My point is that namespaces, by themselves, don't help (or hurt) in the
recognition of names that you know--thus they are irrelevant to the
problem of name recognition. Once you've read a particular spec, you
know how that spec defines names that you can recognize. Given the name
of a name space, it is impossible to know in the general case what
semantic definitions, if any, might relate themselves to that name
space. So you always have to have come across the semantic spec first
(or be lucky in your search of available documents). If the spec you
have (or find) uses namespaces, fine, now you know, but if it doesn't,
you know that too. Thus, there's nothing magical about namespaces with
respect the problem of name recognition. And there are a lot of things
that are suboptimal about name spaces (such as no way to map a single
element to names in multiple spaces).
> In fact, SGML itself (and XML 1.0) define only names scoped to a
> specific document type, so there are two types of a-priori knowledge
> necessary to recognize names:
> 1. You have to know (somehow) what the document type is (as Eliot has
> often pointed out, the DOCTYPE declaration doesn't help); and
> 2. You have to know (somehow) what the element or attribute name
> There have been two significant attempts to remove the first of these
> problems, so that arbitrary names can be recognized in any document:
> Architectural Forms and Namespaces. To establish names that can be
> recognized outside of document types, it is necessary to make them
> globally unique: Architectural Forms does so by associating each name
> with a formal public identifier, while Namespaces does so by
> associating each name with a URI.
> Neither Architectural Forms nor Namespaces can offer a solution to #2
> -- after all, the range of possible meanings is potentially infinite.

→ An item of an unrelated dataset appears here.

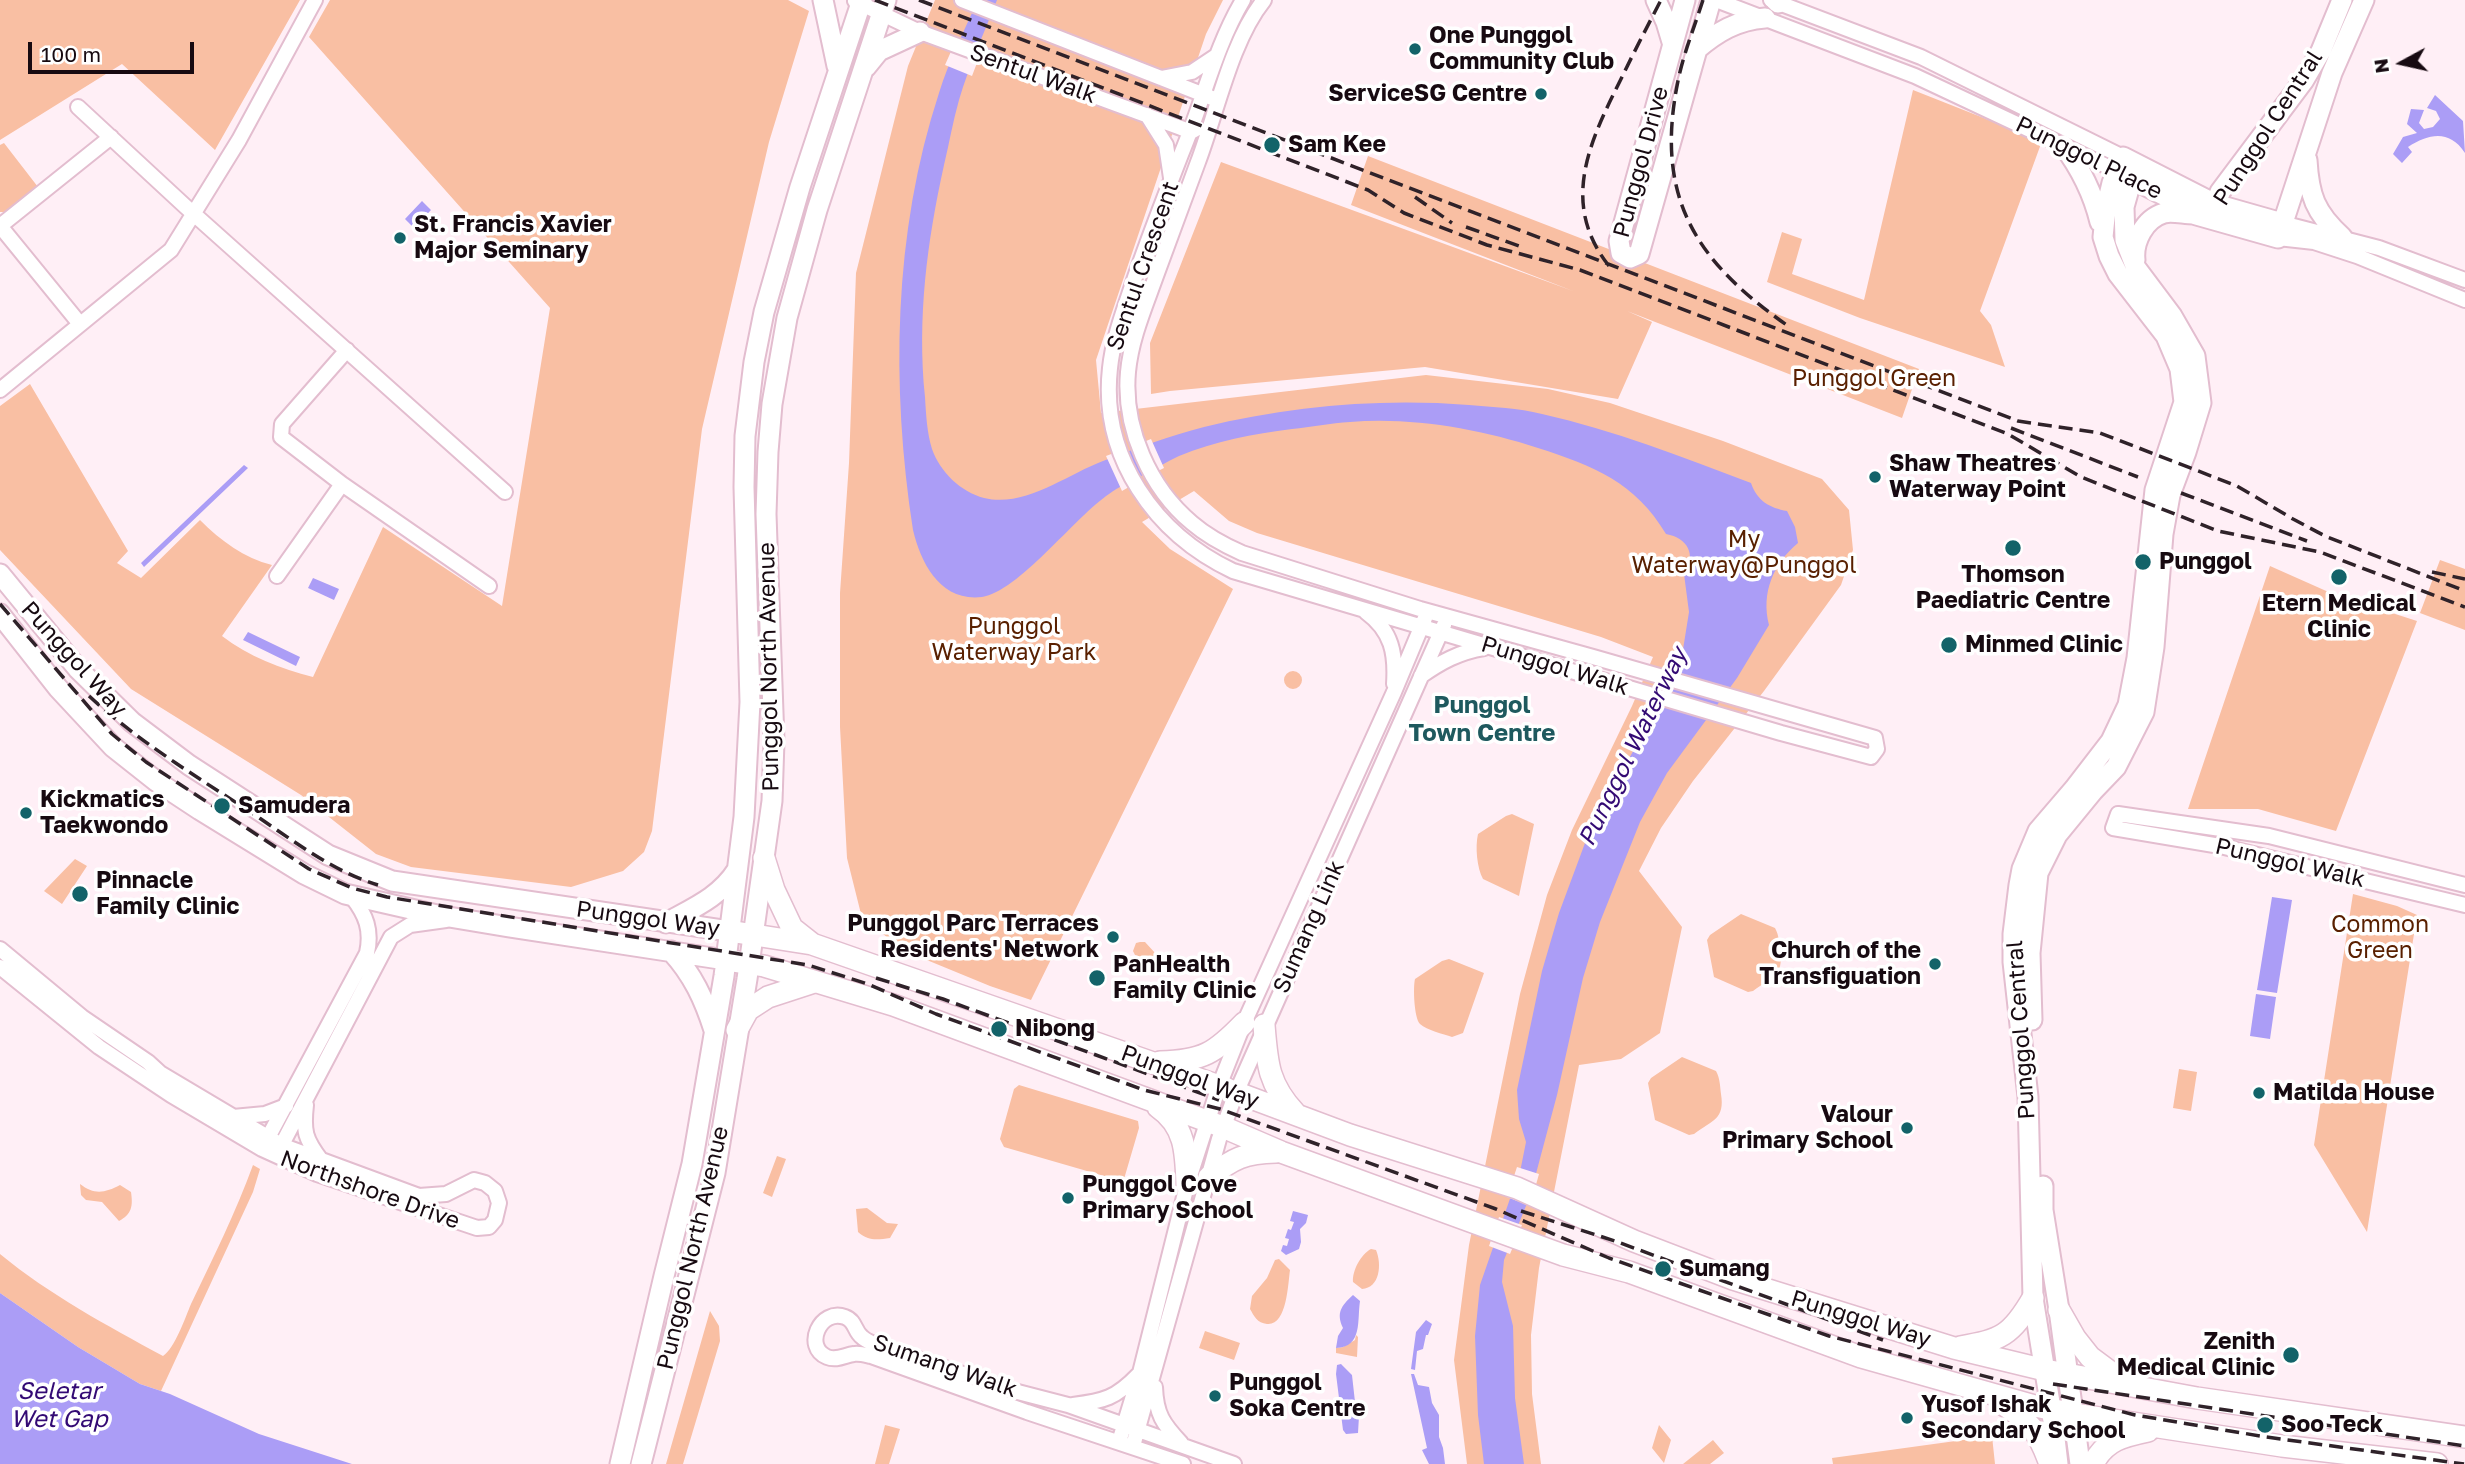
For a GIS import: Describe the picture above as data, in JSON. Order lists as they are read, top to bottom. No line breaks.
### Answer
{"streets":{"main road":["Punggol Central","Punggol Place","Punggol Drive","Punggol Way","Punggol North Avenue"],"street":["Sentul Walk","Sentul Crescent","Punggol Walk","Sumang Link","Northshore Drive","Sumang Walk"]},"crossings":[["Sentul Walk","Sentul Crescent"],["Sentul Walk","Punggol North Avenue"],["Punggol Central","Punggol Place"],["Punggol Central","Punggol Way"],["Punggol Place","Punggol Drive"],["Sentul Crescent","Punggol Walk"],["Sentul Crescent","Sumang Link"],["Punggol Way","Punggol North Avenue"],["Punggol Way","Sumang Link"],["Punggol Walk","Sumang Link"],["Sumang Link","Sumang Walk"]],"districts":["Punggol Town Centre"],"water":["Punggol Waterway","Seletar Wet Gap"],"parks":["Punggol Green","My Waterway@Punggol","Punggol Waterway Park","Common Green"],"places":["One Punggol Community Club","ServiceSG Centre","Sam Kee","St. Francis Xavier Major Seminary","Shaw Theatres Waterway Point","Thomson Paediatric Centre","Punggol","Etern Medical Clinic","Minmed Clinic","Samudera","Kickmatics Taekwondo","Pinnacle Family Clinic","Punggol Parc Terraces Residents' Network","Church of the Transfiguation","PanHealth Family Clinic","Nibong","Matilda House","Valour Primary School","Punggol Cove Primary School","Sumang","Zenith Medical Clinic","Punggol Soka Centre","Yusof Ishak Secondary School","Soo Teck"],"scale_bar":"100 m","north":"left"}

Not quite true--the key difference between architectures and name spaces
is that the architecture mechanism provides three things that the
namespace mechanism does not, including as much of the solution #2 as
you can get in this context:
1. A formal and standardized mechanism for defining the vocabulary of
names used in an architecture (architectural DTDs defined using DTD
declarations as standardized in ISO 8879 and XML 1.0 Rec)
2. A formal and standardized mechanism for binding a document to the
*semantic definition* of the architecture. That is, the external
identifier for the architecture *by definition* points to the
documentation of the semantics for that architecture. That's the best
that *anyone* can do. Once you get to the documentation, it's up to you
to interpret it. The documentation can include both machine-readable
formalisms (e.g., schemas of some sort) and human-understandable prose.
But note what this means: having come across an architecture use
declaration, I can get to the definition of the architecture if I can
resolve the external identifier.
Point of fact: The external identifier for an architecture need not be a
public identifier. It can be any form of external identifier, including
a URL. In fact, it probably should *always be* a URL so you have some
hope of finding the damn thing.
3. A formal and standardized mechanism for defining type hierarchies of
element types (architectures derived from architectures).
Thus, while name spaces and architectures are both fundamentally about
names, the namespace mechanism provides only for the uniquification of
names, while the architecture mechanism provides for that as well as the
other things you need.
Note that there is no necessary conflict between name spaces and
architectures--they use different syntactic mechanisms and could be used
together, either synergisticaly or not. There is also no conflict
between architectures and XML Schemas--I would expect XML schemas to be
a core part of the definition of the semantics of architectures and I
would expect XML schemas to provide better mechanisms for what
architecture *syntax* does today.
But it is not fair to say that name spaces and architectures solve
*exactly* the same problem. The problem that name spaces solve is a
proper subset of the problems that architectures solve.